Bicycling advocate known for hand in founding the League of American Wheelmen

Phyllis W. Harmon (October 14, 1916 – August 26, 2016) was an American bicycle enthusiast.

==Early life==
Harmon was born in Chicago in 1916 and started cycling at the age of 12 after buying her own bicycle.

== The League of American Wheelmen (L.A.W.) ==
The L.A.W., a national organization for cyclists, was founded in 1880 and actively defended the rights of cyclists until 1902, when the League became dormant. In the 1930s, Dick Wilson, a bicycle industry representative, invited members of the Evanston Bicycle Touring Club to become the first chapter of the inactive L.A.W. Harmon, age 19, joined and immediately began recruiting new members. After learning that three clubs could come together and form a council, she encouraged the Rambler Cycle Club and Oak Park Cycle Club to join with the Evanston club to become the first council in the League.

After World War II, the proliferation of automobiles and narrow highways left little room on the roads for bicycles. Bicycling was no longer safe or fun, so the League became inactive again in 1955. It re-opened again in 1966.

Harmon served the organization in every conceivable role as a volunteer, office staff, historian, treasurer, executive vice president, and interim executive director (a position she held for four years).
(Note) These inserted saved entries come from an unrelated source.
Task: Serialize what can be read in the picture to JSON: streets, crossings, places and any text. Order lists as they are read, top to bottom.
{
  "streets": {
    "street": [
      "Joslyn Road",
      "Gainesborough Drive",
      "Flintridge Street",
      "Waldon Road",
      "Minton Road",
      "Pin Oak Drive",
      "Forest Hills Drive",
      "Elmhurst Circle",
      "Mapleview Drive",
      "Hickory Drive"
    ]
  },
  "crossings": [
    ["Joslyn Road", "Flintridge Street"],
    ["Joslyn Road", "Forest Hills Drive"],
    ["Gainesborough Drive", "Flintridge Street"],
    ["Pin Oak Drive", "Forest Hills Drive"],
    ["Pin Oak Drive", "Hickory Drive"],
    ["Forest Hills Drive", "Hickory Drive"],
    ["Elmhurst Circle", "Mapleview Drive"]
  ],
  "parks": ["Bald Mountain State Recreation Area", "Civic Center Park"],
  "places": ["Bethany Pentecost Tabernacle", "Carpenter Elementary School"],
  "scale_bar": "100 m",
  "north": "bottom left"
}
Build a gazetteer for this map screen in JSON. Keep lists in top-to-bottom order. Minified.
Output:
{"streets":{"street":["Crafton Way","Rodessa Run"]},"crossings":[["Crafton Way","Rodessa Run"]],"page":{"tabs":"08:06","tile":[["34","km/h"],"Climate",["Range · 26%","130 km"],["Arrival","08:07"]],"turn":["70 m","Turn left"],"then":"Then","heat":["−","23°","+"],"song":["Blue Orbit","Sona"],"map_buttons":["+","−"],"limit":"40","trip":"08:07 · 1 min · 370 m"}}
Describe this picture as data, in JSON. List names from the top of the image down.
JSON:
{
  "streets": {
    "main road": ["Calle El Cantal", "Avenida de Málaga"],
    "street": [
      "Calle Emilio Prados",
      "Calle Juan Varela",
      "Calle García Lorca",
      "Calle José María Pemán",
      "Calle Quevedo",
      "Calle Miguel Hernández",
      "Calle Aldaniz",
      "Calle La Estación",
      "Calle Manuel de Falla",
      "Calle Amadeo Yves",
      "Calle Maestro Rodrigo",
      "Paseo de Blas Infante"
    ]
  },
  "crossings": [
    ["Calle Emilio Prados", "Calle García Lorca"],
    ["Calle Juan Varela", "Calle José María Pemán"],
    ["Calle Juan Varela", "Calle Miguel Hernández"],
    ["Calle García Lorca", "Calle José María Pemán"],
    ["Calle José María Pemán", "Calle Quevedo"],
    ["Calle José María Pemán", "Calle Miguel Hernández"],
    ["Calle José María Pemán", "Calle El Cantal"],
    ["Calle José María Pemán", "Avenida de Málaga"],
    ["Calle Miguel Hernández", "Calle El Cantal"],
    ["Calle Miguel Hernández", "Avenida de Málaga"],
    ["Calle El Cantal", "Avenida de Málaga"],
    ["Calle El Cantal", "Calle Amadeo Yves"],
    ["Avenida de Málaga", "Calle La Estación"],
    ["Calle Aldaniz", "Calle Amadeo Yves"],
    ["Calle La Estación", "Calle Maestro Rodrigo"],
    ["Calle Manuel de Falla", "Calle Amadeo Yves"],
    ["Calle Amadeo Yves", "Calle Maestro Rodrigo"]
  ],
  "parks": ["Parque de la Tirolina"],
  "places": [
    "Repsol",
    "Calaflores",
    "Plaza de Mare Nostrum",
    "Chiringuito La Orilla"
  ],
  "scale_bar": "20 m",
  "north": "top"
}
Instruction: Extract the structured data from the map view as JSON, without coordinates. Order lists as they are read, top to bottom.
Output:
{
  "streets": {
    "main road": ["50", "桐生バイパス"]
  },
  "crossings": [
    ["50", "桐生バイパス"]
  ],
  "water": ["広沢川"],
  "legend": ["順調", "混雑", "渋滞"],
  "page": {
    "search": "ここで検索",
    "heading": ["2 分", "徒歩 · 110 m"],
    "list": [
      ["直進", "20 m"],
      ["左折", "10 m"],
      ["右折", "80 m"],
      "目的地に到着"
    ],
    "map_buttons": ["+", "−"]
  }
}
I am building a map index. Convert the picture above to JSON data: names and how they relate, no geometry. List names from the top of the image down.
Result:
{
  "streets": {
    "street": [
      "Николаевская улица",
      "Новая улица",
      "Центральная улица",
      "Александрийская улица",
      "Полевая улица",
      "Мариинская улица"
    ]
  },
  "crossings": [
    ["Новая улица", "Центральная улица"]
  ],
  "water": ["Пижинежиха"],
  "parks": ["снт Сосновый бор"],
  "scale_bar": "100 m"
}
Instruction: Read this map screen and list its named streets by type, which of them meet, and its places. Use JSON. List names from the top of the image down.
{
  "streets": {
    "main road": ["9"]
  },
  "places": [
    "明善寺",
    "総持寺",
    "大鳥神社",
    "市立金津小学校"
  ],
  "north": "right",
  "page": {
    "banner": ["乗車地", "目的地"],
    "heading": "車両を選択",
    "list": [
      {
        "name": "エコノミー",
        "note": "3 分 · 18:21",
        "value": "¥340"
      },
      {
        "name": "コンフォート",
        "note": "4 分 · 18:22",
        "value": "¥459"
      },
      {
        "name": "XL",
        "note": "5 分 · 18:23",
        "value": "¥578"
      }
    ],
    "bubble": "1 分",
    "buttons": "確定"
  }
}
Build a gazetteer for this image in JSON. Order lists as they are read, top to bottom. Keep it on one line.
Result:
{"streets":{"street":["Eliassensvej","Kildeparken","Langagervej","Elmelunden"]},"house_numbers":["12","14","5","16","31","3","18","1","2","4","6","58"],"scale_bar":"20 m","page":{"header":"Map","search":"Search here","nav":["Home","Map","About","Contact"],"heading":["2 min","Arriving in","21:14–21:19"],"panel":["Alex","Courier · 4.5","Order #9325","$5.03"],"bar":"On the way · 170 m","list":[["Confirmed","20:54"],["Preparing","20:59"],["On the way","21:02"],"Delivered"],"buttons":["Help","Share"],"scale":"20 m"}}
She also served as editor of the League's monthly bulletin for more than thirty years.

== Honors ==
- In 1979, Harmon was awarded the Dr Paul Dudley White Award, the League of American Wheelmen's top national award, honoring individuals who are an "inspiration to others for his or her commitment to the future of bicycling and to significant progress in education, safety, rights, or benefits of bicycling".
- In 1985, the League of American Wheelmen established the Phyllis Harmon Volunteer of the Year Award to recognize individuals who have made extraordinary contributions to bicycling.
- In 2005, she was listed as number 12 in the League of American Bicyclists' Top 25 Change Agents for Cycling, honoring "25 people who indelibly changed the face of cycling in America."
- In 2006, Harmon was inducted into The Chicagoland Bicycle Federation Hall of Fame.
- In 2009, Harmon was inducted into the United States Bicycling Hall of Fame and was, at the time, the oldest living member.
- The ‘Harmon Hundred’ is a 100-mile bicycle race in Wisconsin which is named after Harmon.

==Personal life==
Harmon was married twice and had six children.

Her final bicycle ride was at the age of 95, when she rode with her daughter in a Mothers’ Day trail.

She died in Florida at age 99.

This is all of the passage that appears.